Mam w głowie słowa Bergé obserwując toczącą się obecnie w mediach debatę. Patrzę na (w porażającej większości) mężczyzn rozprawiających nad moralną oceną wyborów kobiet i mam ochotę powtórzyć im te słowa: nie oczekujemy od was ani oceny ani współczucia, chcemy prawa do wyboru. Kropka.

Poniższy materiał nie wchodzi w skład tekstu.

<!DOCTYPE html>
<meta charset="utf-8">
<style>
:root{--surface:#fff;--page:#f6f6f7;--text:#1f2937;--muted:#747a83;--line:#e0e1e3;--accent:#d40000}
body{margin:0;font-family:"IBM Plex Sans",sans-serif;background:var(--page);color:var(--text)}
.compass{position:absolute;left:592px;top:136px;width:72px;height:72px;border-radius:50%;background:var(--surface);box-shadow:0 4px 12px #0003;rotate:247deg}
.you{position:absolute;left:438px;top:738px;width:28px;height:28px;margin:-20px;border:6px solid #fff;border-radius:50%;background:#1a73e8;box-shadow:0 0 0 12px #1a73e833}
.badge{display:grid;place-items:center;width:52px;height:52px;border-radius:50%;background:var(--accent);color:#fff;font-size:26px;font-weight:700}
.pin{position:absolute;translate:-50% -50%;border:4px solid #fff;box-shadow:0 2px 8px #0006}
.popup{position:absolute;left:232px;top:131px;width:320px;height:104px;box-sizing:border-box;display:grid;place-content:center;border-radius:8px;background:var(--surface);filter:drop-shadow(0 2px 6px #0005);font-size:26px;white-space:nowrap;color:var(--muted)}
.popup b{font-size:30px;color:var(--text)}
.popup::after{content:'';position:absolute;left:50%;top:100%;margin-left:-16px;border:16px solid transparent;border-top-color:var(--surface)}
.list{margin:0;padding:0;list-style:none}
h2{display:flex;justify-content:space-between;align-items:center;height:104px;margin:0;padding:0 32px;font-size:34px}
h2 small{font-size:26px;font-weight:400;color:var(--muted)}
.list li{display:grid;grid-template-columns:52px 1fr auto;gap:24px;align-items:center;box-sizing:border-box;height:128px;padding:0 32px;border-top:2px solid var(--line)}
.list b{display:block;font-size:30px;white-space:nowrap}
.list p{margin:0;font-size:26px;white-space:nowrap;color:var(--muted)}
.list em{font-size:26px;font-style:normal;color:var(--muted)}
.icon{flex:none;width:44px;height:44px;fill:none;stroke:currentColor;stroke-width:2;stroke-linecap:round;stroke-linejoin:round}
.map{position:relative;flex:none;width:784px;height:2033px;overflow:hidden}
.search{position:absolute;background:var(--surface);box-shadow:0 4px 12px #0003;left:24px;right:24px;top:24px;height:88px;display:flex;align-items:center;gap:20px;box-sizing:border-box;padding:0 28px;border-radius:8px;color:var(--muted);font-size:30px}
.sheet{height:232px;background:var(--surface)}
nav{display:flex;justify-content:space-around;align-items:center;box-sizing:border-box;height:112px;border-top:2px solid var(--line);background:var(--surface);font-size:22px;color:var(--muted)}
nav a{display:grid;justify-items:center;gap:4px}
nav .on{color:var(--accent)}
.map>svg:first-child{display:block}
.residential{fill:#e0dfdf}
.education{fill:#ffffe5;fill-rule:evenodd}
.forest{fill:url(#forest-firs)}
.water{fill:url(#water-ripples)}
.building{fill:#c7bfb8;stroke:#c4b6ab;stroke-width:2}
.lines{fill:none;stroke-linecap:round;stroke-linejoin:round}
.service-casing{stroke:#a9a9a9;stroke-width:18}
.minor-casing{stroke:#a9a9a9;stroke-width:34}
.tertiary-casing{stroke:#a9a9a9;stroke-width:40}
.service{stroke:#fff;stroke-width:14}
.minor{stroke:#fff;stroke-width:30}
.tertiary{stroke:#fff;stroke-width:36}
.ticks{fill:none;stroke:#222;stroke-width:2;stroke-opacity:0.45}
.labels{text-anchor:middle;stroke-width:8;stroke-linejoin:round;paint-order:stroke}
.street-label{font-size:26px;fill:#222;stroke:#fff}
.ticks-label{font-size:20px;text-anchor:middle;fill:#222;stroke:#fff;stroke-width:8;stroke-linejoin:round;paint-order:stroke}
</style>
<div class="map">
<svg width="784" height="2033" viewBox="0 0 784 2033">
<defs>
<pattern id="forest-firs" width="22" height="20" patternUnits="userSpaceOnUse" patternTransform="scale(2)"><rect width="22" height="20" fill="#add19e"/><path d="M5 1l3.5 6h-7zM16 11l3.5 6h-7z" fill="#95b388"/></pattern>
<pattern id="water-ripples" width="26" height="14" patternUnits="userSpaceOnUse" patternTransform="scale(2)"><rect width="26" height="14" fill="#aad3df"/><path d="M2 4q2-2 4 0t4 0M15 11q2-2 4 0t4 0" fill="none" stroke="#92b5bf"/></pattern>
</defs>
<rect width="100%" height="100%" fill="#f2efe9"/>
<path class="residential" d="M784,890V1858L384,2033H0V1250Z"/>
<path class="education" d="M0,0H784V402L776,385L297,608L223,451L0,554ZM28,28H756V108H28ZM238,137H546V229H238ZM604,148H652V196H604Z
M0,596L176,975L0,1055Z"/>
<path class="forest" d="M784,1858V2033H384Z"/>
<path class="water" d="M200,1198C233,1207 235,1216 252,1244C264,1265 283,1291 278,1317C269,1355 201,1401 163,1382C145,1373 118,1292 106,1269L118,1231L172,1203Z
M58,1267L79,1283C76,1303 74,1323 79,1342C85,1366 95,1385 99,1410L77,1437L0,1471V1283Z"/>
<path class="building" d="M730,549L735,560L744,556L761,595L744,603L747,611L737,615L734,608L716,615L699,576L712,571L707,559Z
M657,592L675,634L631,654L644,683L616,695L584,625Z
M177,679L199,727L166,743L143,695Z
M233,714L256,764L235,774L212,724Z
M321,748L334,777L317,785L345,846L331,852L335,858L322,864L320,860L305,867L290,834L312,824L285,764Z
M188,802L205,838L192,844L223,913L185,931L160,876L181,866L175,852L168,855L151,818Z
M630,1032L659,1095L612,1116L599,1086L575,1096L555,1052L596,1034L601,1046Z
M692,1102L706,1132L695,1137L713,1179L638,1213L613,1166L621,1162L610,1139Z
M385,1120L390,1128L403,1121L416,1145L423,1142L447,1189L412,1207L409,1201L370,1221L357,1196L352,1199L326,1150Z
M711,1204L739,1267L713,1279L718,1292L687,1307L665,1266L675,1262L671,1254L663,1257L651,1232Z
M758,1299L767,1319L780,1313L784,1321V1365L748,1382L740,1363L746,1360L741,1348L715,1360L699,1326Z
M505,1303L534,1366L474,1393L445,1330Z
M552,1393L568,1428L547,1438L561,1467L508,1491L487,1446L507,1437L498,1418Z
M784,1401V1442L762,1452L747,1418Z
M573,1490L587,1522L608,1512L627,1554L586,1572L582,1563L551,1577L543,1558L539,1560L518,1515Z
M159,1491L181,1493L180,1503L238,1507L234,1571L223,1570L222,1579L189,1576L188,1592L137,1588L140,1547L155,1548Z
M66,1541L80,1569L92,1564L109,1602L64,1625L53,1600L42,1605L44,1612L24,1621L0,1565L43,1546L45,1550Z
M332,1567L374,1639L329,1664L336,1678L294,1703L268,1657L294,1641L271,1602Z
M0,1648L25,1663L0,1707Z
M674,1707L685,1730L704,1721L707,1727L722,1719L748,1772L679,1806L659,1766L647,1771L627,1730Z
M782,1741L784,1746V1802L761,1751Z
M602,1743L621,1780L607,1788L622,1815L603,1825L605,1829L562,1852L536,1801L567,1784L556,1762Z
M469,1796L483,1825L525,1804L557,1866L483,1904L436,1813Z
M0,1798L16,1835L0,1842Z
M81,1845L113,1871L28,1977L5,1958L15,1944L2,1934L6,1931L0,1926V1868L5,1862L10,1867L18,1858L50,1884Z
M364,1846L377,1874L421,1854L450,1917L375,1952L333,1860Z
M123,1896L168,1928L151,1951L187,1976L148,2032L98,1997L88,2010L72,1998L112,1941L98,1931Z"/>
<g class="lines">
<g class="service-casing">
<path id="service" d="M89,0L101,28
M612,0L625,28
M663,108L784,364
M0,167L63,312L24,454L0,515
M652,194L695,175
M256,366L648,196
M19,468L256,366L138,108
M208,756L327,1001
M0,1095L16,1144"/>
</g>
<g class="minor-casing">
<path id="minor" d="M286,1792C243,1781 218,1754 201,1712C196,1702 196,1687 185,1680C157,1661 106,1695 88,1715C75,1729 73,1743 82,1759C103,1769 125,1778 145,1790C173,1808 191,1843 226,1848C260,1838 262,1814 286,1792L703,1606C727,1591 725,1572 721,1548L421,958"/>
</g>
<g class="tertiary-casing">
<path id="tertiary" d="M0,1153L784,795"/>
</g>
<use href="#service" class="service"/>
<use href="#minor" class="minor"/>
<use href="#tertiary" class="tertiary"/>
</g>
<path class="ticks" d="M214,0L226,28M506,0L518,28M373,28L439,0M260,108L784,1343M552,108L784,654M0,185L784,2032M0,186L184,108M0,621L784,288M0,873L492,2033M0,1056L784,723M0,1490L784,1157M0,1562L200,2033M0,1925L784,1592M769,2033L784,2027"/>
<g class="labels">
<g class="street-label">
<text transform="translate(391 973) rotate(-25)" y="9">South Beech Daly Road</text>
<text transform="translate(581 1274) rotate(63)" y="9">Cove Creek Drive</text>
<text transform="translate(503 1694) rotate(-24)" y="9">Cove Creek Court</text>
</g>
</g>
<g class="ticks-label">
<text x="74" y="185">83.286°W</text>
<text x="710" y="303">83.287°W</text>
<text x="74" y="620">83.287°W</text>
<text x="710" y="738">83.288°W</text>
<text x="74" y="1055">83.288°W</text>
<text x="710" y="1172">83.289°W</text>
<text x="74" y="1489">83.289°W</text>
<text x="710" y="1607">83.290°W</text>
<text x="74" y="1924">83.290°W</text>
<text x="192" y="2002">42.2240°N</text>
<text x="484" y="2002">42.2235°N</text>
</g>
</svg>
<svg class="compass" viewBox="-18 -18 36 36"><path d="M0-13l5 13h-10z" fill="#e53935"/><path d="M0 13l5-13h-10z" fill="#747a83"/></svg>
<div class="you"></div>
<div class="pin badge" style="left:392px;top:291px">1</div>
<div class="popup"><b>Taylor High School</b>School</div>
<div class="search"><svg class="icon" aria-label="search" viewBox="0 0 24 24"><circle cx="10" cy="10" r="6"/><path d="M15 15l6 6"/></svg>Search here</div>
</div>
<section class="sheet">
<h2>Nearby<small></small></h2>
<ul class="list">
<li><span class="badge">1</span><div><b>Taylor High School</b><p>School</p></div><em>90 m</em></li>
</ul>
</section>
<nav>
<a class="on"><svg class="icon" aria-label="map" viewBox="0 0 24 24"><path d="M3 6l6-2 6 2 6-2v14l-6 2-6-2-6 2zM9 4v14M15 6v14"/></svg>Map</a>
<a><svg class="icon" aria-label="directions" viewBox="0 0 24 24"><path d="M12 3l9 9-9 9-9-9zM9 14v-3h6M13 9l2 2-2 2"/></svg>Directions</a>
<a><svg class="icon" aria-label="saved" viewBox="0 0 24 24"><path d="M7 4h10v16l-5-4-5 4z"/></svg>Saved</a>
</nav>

Oczywiście prawa kobiet nie są nadawane, są zdobywane w walce i tak bój o obecny stan prawny we Francji rozpoczął się pięćdziesiąt lat temu. W latach 20. we Francji zgilotynowano parę, która zdecydowała się na aborcję. Od 1955 r. zezwalano na aborcję ze względów medycznych, o czym decydować mógł tylko lekarz i to on mógł ewentualnie zaproponować zabieg, w praktyce nie zdarzało się to wcale; każdy przypadek mógł łatwo zostać ukarany więzieniem. Lata 70. były dla Francuzek czasem odzyskiwania ciała we wszystkich kontekstach: rewolucja seksualna dotyczyła antykoncepcji, aborcji, orientacji seksualnej, seksizmu. Debata publiczna była zawłaszczona przez męskie głosy, jak w litanii powtarzano argument dotyczący rzekomej etyki. Frustracja narastała. 5 kwietnia 1971 r. “Le Nouvel Observateur” opublikował manifest 343 kobiet, które dokonały aborcji, nazywany później, ze względu na satyryczną ilustrację w “Charlie Hebdo”, Manifeste des 343 salopes (343 dziwek). Tekst stworzyła Simone de Beauvoir, a podpisały się pod nim kobiety ze świata kultury, sztuki, polityki, aktywistki, aktorki, wśród nich Anne Wiazemsky, Monique Wittig, Christine Delphy, Catherine Deneuve, Dominique Desanti, Marguerite Duras, Françoise d’Eaubonne, Françoise Fabian, Brigitte Fontaine, Antoinette Fouque, Françoise Sagan, Agnès Varda. Tekst dotyczył nie tylko samego faktu przerwania ciąży, ale także zawierał postulaty mówiące o konieczności uczynienia aborcji bezpłatną i legalną niezależnie od powodu. Powiedziały jasno, że to, czego oczekują, to prawo do decydowania o własnym ciele. Mimo że według francuskiego prawa powinny ponieść karę więzienia za te wyznania, nie wszczęto postępowania wobec żadnej z nich. Tekst doczekał się w 1973 r. odpowiedzi środowiska medycznego (manifest des 331 médecins), w której lekarze stwierdzili, że powinni dokonywać aborcji jak normalnego zabiegu medycznego bez obawy na karę więzienia, wyrażali również obawy dotyczące podziemia aborcyjnego.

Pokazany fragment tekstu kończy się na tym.